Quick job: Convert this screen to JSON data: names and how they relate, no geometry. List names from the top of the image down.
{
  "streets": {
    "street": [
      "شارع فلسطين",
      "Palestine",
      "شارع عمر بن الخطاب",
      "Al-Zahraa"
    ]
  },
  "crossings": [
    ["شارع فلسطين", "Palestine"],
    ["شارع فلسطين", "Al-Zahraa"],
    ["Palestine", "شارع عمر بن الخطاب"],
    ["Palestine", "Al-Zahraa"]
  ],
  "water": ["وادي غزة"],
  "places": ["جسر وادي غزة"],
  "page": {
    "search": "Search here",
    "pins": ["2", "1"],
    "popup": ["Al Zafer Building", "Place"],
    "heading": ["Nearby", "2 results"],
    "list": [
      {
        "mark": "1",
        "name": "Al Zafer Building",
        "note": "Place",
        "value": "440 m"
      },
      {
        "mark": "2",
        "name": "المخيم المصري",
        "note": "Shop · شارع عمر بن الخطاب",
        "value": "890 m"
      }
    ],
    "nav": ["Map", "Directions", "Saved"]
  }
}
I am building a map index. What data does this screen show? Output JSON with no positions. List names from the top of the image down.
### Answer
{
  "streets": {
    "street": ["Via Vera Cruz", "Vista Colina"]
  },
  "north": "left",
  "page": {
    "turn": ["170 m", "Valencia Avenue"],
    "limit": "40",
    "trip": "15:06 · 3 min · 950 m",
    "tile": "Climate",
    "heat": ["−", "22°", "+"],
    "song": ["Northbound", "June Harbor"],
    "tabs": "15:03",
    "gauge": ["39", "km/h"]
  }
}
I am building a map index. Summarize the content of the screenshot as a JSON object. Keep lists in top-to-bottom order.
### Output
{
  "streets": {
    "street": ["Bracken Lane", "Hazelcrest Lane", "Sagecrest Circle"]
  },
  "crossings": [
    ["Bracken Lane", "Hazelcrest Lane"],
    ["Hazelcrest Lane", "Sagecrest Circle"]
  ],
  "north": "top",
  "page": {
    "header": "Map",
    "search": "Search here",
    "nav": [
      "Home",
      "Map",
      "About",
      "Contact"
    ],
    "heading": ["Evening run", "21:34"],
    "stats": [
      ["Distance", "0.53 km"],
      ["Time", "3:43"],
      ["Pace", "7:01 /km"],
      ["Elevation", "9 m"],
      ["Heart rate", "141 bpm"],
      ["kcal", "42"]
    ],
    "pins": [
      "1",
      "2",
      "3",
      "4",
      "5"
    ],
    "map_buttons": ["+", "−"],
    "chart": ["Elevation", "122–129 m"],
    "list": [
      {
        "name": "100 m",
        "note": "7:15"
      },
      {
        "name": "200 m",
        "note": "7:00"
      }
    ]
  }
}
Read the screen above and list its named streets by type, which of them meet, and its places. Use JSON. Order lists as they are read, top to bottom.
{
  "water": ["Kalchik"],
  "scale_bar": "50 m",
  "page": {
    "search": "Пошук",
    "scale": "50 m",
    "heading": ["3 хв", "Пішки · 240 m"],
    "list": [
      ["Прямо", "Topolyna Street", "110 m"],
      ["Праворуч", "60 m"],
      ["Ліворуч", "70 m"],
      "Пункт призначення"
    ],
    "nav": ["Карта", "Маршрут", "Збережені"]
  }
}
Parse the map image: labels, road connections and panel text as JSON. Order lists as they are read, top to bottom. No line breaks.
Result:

- **ASSIGNED TASK**: Your task is to reproduce exactly the lines from the one with "Parse the map" through the end of the listing. Both ends belong in the answer.

- **EXERCISE RESPONSE**:
Parse the map image: labels, road connections and panel text as JSON. Order lists as they are read, top to bottom. No line breaks.
Result:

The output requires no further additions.